### [TASK INSTRUCTIONS]
Identify and pull out each line of the entries in which "roads" occurs.

### [DATA PROVIDED]
-- Opening Marker --
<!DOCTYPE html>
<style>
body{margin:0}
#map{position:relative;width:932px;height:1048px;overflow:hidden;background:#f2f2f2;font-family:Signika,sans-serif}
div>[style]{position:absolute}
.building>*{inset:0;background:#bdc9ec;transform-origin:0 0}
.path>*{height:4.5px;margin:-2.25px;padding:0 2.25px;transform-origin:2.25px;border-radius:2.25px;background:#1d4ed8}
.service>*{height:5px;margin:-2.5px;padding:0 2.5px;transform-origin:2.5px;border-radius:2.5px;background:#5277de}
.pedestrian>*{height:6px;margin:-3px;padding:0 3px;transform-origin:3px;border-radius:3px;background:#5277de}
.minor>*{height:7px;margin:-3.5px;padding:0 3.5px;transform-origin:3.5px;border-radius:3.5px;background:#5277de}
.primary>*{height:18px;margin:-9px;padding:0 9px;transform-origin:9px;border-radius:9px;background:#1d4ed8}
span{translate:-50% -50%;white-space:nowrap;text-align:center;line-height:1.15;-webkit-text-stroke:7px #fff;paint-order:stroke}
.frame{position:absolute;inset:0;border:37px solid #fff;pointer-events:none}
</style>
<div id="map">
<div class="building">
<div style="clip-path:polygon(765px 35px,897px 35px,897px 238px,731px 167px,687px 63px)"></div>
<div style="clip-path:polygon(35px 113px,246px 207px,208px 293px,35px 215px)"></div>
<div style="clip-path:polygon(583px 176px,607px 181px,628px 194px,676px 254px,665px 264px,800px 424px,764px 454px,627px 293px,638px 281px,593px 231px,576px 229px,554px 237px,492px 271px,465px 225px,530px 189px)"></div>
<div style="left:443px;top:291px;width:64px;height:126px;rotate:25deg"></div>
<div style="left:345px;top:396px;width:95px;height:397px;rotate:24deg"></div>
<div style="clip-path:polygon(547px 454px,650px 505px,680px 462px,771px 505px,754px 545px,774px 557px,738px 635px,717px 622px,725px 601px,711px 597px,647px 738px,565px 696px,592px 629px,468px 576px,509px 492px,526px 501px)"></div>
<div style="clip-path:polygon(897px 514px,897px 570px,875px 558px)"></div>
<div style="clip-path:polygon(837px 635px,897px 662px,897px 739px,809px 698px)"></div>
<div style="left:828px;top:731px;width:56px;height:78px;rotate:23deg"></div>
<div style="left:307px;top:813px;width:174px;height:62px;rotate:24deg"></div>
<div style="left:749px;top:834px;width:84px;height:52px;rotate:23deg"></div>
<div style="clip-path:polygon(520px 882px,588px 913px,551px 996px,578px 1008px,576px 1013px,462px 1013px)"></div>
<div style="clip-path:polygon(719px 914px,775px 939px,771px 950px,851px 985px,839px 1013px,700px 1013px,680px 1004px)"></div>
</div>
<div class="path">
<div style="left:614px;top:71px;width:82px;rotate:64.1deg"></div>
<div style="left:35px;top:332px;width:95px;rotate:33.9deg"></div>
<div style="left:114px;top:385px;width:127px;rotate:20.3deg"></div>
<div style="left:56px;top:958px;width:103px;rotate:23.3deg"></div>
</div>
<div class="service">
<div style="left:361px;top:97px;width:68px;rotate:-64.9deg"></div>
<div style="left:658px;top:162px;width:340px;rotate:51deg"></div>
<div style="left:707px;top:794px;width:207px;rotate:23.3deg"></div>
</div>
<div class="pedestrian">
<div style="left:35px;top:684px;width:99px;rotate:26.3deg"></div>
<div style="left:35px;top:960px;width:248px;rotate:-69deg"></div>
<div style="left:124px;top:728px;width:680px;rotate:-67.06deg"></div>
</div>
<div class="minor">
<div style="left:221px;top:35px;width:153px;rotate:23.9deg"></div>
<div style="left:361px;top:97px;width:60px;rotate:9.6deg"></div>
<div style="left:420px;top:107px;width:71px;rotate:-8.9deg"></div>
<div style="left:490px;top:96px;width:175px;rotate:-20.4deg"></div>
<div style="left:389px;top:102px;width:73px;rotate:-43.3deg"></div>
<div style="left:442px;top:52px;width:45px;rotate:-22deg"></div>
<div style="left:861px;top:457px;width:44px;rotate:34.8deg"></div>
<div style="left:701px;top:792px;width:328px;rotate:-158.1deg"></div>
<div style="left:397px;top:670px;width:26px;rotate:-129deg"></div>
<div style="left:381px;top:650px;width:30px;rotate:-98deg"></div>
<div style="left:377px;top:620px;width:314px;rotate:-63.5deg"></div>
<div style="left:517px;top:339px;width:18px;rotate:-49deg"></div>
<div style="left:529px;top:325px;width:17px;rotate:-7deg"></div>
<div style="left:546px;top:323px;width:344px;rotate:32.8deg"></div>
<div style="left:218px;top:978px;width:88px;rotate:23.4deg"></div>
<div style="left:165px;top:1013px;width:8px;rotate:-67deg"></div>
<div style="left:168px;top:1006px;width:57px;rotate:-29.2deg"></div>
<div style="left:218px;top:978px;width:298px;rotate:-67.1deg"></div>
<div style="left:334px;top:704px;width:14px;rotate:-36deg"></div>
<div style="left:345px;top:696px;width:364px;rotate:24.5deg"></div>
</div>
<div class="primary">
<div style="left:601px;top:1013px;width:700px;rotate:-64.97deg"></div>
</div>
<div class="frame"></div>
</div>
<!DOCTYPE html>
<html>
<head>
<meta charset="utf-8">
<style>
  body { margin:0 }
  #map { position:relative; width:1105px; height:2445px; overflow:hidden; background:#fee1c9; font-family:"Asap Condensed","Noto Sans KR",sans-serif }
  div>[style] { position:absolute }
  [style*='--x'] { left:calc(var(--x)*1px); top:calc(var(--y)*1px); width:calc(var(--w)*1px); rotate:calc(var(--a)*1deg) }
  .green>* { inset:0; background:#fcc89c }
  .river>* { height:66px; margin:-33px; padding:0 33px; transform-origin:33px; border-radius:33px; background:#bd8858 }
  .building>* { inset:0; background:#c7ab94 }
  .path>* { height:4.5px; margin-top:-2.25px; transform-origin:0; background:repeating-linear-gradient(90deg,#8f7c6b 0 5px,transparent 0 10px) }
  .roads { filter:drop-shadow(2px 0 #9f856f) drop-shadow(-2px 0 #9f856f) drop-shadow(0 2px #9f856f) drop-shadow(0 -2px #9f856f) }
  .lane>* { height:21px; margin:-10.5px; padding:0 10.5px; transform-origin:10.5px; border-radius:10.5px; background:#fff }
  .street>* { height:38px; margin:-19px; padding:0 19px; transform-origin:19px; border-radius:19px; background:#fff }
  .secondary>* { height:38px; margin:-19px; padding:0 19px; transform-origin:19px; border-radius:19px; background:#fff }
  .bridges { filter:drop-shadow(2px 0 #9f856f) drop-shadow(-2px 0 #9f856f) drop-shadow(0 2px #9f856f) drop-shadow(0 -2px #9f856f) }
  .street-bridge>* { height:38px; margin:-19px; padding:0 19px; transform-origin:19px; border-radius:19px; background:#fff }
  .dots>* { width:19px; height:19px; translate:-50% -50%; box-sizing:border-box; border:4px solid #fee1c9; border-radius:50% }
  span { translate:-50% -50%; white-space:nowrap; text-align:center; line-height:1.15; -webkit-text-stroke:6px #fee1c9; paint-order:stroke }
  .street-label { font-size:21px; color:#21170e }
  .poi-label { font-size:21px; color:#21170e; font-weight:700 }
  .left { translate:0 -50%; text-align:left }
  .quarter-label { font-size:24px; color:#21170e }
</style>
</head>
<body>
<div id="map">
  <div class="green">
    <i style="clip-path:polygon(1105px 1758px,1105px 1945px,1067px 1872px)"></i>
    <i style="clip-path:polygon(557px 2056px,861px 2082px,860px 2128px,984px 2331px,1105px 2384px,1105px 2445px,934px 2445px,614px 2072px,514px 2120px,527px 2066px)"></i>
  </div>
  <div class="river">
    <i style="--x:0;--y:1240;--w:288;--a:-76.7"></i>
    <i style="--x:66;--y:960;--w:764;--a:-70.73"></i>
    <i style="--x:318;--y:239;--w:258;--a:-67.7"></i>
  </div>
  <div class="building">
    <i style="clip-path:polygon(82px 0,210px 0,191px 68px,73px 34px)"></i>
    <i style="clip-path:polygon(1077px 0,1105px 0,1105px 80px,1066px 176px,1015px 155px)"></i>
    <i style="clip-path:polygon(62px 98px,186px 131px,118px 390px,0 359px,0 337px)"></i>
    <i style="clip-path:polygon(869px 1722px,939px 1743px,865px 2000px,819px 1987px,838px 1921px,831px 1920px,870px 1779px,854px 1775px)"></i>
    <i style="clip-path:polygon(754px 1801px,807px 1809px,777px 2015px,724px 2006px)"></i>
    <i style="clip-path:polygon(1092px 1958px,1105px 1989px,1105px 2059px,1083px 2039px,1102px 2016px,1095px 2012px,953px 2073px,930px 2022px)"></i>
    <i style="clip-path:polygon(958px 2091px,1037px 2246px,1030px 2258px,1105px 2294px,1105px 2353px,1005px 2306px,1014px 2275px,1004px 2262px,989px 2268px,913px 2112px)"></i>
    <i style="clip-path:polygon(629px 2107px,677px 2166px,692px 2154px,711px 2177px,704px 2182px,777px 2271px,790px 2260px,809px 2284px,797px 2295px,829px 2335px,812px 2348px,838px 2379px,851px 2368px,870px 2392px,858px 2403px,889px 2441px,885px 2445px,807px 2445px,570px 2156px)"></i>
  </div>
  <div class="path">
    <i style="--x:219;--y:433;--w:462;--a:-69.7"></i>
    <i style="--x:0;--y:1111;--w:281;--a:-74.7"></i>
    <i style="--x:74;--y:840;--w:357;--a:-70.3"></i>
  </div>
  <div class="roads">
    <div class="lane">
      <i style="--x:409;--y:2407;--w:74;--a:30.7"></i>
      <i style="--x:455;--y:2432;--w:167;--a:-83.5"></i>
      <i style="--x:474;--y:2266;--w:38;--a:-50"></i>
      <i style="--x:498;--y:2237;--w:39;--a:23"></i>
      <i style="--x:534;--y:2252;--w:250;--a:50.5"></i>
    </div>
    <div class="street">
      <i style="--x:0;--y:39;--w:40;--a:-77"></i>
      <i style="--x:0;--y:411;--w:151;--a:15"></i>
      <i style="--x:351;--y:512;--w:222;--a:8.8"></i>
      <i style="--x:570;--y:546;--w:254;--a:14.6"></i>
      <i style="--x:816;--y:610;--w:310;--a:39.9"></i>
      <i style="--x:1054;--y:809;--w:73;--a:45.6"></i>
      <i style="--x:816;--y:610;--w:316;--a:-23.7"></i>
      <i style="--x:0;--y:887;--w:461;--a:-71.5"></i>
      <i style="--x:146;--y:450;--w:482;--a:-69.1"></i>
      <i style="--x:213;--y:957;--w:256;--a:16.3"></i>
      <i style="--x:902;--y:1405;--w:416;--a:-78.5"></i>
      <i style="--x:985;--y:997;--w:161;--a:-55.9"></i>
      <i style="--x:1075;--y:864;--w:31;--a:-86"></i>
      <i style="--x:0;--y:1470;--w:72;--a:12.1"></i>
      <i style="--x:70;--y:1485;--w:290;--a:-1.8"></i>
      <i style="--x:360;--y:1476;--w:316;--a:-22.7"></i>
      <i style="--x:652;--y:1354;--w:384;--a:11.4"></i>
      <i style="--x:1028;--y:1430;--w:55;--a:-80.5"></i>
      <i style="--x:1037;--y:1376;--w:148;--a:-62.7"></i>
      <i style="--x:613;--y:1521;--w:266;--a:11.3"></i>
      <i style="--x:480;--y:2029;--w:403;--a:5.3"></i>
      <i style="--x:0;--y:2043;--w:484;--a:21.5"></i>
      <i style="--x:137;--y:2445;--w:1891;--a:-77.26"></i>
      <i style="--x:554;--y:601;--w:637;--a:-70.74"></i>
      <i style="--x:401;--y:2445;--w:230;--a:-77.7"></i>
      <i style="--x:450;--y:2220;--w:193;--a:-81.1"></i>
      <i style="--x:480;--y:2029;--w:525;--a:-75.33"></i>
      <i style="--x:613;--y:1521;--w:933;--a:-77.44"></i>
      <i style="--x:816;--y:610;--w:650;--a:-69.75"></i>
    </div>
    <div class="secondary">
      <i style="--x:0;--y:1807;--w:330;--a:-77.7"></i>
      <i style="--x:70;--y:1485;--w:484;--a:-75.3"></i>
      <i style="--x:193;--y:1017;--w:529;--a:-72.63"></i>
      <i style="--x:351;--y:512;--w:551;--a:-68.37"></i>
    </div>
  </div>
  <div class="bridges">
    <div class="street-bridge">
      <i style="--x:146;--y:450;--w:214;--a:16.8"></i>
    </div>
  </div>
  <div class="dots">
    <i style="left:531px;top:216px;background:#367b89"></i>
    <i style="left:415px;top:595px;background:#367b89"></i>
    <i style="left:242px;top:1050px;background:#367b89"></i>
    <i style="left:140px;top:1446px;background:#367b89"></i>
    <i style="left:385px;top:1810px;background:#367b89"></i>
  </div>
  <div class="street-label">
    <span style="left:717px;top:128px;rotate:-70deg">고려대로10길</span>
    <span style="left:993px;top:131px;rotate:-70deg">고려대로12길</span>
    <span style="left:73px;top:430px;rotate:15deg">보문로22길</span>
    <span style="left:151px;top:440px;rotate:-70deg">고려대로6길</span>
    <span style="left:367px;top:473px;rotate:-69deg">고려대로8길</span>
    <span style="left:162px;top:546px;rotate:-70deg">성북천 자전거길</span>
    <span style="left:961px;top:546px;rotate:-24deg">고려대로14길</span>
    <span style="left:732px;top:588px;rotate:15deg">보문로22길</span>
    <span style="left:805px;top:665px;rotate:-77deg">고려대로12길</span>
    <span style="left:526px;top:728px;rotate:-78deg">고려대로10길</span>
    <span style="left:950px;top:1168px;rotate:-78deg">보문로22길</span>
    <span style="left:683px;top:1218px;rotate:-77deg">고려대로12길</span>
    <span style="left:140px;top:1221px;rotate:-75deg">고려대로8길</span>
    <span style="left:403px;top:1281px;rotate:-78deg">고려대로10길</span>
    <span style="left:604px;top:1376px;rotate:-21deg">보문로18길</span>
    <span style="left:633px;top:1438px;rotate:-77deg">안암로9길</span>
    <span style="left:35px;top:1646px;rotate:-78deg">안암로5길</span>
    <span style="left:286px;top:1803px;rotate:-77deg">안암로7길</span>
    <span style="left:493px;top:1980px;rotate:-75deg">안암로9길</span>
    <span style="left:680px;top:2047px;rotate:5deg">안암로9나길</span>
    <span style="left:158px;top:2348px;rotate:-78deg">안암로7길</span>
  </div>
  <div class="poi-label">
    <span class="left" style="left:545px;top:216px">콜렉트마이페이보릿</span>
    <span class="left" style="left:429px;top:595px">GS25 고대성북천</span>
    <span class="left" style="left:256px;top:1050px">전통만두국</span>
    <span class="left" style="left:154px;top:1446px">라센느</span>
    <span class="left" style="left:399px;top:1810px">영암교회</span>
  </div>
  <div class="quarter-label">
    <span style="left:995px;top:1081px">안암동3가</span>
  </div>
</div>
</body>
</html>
-- Closing Marker --
### [EXERCISE SOLUTION]
  .roads { filter:drop-shadow(2px 0 #9f856f) drop-shadow(-2px 0 #9f856f) drop-shadow(0 2px #9f856f) drop-shadow(0 -2px #9f856f) }
  <div class="roads">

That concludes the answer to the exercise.